In today’s economic environment, it is becoming more common for buyers to request that sellers pay all or a portion of their closing costs and discount points, typically 3% of the sale price, to help them obtain a home mortgage.
What are points?
Discount points are a fee paid to a lender to help a buyer get a real estate loan.
How are they figured?
One discount point is 1% of the amount financed, NOT the sale price of the property. For example, three points on a $60,000 loan would be 3% x $60,000 or $1,800.
Why are they necessary?
Sometimes, a buyer may not qualify for a loan because the interest rate is too high for their income level. Points paid to a lender usually reduce the interest rate, making the loan more affordable, which opens up the market to more potential buyers for a property.
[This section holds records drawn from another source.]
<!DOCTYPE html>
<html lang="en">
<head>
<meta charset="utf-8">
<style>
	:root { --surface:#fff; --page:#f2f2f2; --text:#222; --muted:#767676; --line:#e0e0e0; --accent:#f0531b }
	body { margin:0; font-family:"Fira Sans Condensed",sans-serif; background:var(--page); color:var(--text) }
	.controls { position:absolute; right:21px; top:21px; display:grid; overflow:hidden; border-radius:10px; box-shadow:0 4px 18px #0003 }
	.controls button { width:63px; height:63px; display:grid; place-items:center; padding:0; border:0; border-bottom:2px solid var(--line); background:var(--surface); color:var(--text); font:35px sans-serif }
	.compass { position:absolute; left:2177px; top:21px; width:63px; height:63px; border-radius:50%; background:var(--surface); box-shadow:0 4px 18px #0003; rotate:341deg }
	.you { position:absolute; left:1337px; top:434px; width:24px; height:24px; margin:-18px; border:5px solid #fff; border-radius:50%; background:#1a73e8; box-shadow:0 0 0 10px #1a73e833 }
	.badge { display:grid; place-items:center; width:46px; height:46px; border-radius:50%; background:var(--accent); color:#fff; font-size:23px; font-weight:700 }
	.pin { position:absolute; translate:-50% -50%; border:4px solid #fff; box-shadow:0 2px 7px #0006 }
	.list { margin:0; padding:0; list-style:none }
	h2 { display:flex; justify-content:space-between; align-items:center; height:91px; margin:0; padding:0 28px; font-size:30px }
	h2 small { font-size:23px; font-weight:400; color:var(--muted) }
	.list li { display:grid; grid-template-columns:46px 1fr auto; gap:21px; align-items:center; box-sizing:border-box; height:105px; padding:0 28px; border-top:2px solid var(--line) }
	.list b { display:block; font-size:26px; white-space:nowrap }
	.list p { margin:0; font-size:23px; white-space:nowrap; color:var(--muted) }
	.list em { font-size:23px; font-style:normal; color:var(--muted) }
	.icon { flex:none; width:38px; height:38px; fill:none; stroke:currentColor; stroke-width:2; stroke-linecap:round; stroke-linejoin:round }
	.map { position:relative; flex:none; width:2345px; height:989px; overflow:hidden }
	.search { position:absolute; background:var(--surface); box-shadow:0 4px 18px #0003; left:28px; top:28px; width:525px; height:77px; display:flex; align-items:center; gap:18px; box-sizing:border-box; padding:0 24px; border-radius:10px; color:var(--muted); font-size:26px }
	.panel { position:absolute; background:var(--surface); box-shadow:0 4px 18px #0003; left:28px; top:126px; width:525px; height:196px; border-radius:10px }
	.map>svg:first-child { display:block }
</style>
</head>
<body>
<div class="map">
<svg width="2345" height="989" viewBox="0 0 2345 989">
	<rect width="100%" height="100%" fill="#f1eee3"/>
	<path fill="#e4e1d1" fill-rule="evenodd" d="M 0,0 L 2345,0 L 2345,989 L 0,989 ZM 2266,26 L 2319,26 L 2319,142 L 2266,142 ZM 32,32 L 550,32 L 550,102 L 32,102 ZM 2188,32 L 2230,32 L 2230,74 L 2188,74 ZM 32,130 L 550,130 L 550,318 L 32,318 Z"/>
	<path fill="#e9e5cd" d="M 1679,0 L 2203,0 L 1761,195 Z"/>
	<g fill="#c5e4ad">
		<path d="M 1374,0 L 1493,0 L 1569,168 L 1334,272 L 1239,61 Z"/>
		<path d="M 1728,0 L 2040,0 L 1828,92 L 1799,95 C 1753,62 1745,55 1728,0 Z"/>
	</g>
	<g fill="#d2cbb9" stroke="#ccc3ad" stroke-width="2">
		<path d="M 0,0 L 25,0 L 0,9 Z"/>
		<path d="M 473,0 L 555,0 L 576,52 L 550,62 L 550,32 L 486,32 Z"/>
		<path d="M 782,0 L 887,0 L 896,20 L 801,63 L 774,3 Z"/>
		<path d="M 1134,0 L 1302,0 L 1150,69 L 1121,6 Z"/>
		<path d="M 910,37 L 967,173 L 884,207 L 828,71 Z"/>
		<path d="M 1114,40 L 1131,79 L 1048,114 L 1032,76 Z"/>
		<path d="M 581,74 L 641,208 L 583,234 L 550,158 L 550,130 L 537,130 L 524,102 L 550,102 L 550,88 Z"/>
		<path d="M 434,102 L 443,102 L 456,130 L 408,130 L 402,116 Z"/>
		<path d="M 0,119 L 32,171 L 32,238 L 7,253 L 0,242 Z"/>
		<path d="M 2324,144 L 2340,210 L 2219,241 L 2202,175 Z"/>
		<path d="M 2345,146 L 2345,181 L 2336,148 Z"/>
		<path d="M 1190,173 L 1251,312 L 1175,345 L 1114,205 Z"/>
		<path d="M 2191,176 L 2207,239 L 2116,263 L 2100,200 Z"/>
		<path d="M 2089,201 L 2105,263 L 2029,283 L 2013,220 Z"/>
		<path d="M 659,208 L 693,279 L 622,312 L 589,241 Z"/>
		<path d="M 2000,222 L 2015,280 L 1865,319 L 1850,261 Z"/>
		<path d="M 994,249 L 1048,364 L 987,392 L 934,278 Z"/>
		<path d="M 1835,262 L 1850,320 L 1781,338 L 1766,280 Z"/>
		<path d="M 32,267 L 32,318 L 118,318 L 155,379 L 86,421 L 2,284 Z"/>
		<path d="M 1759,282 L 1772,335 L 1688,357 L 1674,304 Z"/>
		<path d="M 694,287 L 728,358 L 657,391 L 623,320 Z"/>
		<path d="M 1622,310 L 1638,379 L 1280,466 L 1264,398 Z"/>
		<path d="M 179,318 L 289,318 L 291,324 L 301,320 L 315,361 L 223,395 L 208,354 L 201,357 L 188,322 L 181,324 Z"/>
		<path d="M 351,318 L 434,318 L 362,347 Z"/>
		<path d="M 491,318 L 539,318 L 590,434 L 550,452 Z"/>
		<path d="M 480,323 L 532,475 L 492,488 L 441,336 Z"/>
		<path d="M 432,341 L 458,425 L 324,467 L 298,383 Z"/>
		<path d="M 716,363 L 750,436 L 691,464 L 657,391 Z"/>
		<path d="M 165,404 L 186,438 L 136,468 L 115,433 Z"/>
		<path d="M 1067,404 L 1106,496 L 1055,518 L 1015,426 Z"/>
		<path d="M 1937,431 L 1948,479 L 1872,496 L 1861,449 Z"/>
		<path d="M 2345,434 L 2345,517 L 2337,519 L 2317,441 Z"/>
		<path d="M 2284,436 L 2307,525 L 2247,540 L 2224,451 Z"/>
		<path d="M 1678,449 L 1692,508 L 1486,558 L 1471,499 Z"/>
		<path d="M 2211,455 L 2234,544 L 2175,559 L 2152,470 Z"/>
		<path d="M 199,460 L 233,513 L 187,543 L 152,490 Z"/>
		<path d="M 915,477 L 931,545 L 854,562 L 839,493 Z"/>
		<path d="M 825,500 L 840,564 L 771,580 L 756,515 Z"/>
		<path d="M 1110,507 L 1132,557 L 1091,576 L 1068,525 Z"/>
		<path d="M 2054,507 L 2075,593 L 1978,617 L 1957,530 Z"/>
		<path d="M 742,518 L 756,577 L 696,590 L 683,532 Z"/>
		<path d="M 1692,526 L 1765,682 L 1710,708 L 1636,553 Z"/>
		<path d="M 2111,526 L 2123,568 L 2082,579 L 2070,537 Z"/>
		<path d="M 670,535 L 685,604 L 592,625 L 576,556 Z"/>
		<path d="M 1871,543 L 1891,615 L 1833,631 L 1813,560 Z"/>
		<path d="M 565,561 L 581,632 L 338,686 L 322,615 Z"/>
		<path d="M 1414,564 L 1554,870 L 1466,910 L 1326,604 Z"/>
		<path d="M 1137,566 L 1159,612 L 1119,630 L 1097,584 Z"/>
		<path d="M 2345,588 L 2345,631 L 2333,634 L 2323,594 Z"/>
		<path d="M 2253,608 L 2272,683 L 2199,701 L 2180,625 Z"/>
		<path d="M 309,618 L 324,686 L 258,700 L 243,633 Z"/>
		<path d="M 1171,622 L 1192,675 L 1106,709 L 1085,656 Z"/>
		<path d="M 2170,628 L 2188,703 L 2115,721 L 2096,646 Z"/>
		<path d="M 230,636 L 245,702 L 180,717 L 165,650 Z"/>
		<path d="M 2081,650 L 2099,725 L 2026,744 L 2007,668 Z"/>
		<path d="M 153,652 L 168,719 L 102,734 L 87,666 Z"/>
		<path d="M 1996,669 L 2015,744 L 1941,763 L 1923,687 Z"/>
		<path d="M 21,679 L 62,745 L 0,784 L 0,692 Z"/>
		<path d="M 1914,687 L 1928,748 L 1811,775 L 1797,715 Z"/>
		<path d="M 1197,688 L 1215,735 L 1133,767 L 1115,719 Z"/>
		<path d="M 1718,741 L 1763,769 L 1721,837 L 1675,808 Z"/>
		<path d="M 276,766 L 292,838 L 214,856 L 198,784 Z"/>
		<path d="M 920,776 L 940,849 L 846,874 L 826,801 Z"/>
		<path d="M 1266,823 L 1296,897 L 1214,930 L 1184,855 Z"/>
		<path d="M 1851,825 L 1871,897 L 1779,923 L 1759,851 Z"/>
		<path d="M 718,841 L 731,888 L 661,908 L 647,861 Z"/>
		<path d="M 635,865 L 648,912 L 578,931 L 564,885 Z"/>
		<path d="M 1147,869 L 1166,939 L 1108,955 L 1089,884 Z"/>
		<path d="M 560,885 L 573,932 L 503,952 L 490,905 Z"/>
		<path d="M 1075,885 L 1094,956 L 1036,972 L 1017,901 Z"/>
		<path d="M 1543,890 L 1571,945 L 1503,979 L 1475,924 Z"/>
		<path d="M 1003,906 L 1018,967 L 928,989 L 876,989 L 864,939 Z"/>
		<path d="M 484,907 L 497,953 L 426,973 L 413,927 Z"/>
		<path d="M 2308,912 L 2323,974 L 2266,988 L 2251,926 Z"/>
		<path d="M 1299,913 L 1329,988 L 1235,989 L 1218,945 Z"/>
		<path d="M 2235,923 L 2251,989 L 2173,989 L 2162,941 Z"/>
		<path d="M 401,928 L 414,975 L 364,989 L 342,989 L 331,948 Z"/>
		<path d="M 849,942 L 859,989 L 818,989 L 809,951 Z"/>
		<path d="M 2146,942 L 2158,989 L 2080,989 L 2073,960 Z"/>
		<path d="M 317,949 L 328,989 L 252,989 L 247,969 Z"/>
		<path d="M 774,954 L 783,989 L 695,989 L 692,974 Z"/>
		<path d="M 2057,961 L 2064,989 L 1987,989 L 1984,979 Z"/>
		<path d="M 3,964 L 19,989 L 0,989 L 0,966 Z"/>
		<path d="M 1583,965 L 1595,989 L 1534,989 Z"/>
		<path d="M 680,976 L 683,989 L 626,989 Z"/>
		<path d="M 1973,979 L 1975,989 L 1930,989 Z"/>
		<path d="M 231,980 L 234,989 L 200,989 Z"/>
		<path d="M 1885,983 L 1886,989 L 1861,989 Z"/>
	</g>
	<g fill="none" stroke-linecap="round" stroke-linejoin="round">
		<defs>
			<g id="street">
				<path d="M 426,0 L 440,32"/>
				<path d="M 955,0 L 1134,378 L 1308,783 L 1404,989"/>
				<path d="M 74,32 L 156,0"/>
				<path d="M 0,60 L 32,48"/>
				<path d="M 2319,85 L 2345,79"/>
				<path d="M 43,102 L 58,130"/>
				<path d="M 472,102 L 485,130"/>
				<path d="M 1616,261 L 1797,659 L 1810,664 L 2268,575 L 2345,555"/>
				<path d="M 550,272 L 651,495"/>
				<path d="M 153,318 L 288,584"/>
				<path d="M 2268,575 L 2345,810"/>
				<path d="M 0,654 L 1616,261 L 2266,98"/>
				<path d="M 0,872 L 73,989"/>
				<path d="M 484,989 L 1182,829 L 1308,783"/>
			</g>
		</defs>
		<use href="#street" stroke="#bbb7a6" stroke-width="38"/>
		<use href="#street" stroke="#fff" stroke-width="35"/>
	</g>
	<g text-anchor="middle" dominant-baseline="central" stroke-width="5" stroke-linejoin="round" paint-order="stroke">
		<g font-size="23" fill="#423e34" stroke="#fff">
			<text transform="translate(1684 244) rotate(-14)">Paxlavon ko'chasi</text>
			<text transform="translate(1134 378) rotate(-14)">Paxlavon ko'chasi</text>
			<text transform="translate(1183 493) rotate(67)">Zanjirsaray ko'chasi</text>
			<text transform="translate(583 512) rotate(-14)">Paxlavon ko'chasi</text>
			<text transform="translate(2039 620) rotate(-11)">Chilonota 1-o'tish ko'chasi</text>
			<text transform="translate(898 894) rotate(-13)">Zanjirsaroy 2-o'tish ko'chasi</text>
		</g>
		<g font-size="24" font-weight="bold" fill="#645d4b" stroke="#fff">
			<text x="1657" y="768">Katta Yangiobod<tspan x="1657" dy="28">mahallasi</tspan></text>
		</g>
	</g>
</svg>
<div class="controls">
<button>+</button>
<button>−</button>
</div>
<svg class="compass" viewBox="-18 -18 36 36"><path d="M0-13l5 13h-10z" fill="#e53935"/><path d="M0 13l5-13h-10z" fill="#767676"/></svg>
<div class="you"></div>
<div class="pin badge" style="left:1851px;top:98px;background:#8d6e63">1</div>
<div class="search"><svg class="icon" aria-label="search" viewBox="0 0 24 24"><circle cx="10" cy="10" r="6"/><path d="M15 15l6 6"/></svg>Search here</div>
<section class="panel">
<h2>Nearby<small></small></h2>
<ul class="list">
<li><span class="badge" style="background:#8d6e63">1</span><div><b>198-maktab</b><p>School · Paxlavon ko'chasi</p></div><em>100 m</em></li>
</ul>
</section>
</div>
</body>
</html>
Also, many buyers have limited funds available, not enough to cover all of the typical buyers closing costs.
Who pays the points?
Discount points are negotiable, and may be paid by either party, except that certain government sponsored loans for low to moderate income buyers require the Seller to pay points. Sometimes, the sale price may be increased to cover the cost of the points, or other buyer closing costs, but the property must then meet appraisal requirements. Consult your sales professional for advice when negotiating discount points and closing costs.
Seller paid buyer closing costs are designed to make it easier for purchasers to get home financing. It can be advantageous for sellers to pay a reasonable amount of concessions, thereby opening up the market to more prospective buyers, and increase the chances of a quicker sale at a fair price.